The presence of mail-lands in Tiree and Coll but their absence elsewhere in the Hebrides, calls for some explanation. We have two saga references which may be helpful. In Njal’s Saga we learn of an Earl Gilli of Coll who married the sister of Earl Sigurd of the Orkneys towards the end of the tenth century. In Orkneyinga Saga, after some trouble in Orkney (c. 1135-6), the bishop sends Svein Asleifarson:

 

to Tiree in the Hebrides to a man called Holdbodi Hundason, a great chieftain.

 

It seems perfectly possible that either Earl Gilli or Holdbodi Hundason were powerful enough to establish the mail-land system on their own estates. Both had strong links with Orkney, each resided in one of the only two Hebridean islands to support mail-lands. Of the two men I am inclined to favour Earl Gilli. Pennylands were probably not introduced until after the first Hiberno-Norse coins were minted c. 995. If pennylands had been established first in Tiree I think some trace of them would have survived in the local toponymy. Possibly an already existing mail-land system prevented Tiree and Coll from being divided into pennylands except within a purely conceptual context. The system became embedded deeply enough to remain a basis for agricultural division for several hundred years but was not effective beyond Tiree and Coll.
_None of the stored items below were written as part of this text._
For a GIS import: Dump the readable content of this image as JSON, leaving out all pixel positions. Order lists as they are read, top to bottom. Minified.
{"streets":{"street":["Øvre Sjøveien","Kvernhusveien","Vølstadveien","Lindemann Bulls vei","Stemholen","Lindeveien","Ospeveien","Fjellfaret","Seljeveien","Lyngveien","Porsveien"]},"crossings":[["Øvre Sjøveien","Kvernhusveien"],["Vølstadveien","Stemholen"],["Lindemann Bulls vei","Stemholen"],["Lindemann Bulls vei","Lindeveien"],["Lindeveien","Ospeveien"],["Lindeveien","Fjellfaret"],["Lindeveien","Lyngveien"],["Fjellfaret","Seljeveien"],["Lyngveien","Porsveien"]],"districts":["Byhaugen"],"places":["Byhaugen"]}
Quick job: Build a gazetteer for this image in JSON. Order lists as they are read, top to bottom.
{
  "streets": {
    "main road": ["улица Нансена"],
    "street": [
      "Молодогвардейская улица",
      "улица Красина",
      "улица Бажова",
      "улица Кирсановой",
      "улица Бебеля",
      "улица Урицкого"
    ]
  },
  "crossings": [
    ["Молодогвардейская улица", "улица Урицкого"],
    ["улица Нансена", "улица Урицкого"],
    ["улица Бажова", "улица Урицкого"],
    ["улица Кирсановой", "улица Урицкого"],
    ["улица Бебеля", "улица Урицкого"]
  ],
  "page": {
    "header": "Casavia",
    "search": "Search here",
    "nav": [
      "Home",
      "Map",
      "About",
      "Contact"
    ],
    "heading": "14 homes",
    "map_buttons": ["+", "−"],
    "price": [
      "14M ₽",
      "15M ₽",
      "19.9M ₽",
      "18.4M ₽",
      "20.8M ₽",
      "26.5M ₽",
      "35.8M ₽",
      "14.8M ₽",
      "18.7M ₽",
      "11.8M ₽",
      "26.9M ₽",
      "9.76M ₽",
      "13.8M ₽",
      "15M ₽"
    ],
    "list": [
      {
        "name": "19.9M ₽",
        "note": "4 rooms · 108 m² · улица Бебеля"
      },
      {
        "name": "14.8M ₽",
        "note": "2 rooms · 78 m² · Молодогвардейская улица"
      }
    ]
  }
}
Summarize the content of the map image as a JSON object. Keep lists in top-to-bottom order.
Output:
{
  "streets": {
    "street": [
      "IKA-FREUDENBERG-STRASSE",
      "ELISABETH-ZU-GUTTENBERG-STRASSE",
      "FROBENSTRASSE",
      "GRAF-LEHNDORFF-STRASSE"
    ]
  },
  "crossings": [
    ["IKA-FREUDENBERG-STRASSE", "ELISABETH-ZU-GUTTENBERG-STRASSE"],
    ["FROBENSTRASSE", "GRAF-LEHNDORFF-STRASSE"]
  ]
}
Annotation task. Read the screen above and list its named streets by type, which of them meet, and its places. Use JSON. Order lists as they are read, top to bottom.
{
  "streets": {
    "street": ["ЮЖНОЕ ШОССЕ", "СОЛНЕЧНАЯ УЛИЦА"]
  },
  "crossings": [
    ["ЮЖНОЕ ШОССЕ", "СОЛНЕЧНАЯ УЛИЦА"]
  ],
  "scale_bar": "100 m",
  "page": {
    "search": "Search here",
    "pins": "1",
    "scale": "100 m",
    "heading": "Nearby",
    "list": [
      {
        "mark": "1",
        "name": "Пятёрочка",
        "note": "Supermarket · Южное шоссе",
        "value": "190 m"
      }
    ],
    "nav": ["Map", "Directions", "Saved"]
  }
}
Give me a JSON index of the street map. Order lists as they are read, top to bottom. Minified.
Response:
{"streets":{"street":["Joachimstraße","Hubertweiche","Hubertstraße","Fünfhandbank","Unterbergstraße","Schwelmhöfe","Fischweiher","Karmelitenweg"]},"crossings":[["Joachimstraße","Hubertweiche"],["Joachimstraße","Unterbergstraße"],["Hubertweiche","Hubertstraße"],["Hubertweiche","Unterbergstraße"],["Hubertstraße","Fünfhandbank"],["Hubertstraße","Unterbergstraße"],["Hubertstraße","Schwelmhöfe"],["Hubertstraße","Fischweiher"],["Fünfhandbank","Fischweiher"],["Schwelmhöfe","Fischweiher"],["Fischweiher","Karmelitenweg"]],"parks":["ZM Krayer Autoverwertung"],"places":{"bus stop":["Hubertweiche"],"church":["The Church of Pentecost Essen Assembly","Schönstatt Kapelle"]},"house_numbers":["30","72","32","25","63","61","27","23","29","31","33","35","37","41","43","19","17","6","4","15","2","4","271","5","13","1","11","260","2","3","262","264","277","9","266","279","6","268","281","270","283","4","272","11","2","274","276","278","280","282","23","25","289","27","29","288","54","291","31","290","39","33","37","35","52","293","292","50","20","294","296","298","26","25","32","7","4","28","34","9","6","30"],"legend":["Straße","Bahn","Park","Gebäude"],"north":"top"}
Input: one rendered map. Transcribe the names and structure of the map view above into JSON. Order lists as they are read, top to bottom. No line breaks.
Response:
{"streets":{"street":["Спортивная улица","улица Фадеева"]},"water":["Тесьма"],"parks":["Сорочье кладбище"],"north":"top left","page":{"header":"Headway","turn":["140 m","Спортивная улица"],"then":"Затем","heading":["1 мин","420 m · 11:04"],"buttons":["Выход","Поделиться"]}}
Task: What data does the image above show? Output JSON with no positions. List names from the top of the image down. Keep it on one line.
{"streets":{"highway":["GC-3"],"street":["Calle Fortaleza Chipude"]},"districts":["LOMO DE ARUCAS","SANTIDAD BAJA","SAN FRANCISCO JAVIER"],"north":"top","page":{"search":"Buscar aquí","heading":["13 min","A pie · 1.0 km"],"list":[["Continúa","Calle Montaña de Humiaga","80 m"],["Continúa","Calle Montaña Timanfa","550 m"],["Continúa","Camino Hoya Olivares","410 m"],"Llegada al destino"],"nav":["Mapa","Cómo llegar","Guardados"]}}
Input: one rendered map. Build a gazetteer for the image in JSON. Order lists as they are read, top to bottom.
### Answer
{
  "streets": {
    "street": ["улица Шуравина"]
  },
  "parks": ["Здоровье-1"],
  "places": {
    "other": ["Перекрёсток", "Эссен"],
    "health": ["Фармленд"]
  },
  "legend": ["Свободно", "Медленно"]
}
Both Gilli and Holdbodi had powerful political connections with the Northern Isles and it seems that the Orkneys are the most likely source for this particular type of land-assessment.

 

A good deal of Tiree was held by religious institutions. We have J Fraser’s account (c. 1680) in Macfarlane’s Geographical Collections II pp 217-9:

Here are small cheapells [chapels] of no great account, the lairgest pairte of the Iland being Churchland.

 

OSA Vol XIV No 12 p 201 for Kilfinichen & Kilviceuen (Mull) in 1795 states:

The fertile island of Tirii once did, [i.e. belong to Iona] as the name indicates, and the divisions of it being still called Monk’s portions.

 

It wasn’t just Iona monastery. Ardchattan Priory held Gott, Iona nunnery held Scarinish, and the churches of Duror and Glencoe seem to have had some ‘free lands’ in Tiree in 1354.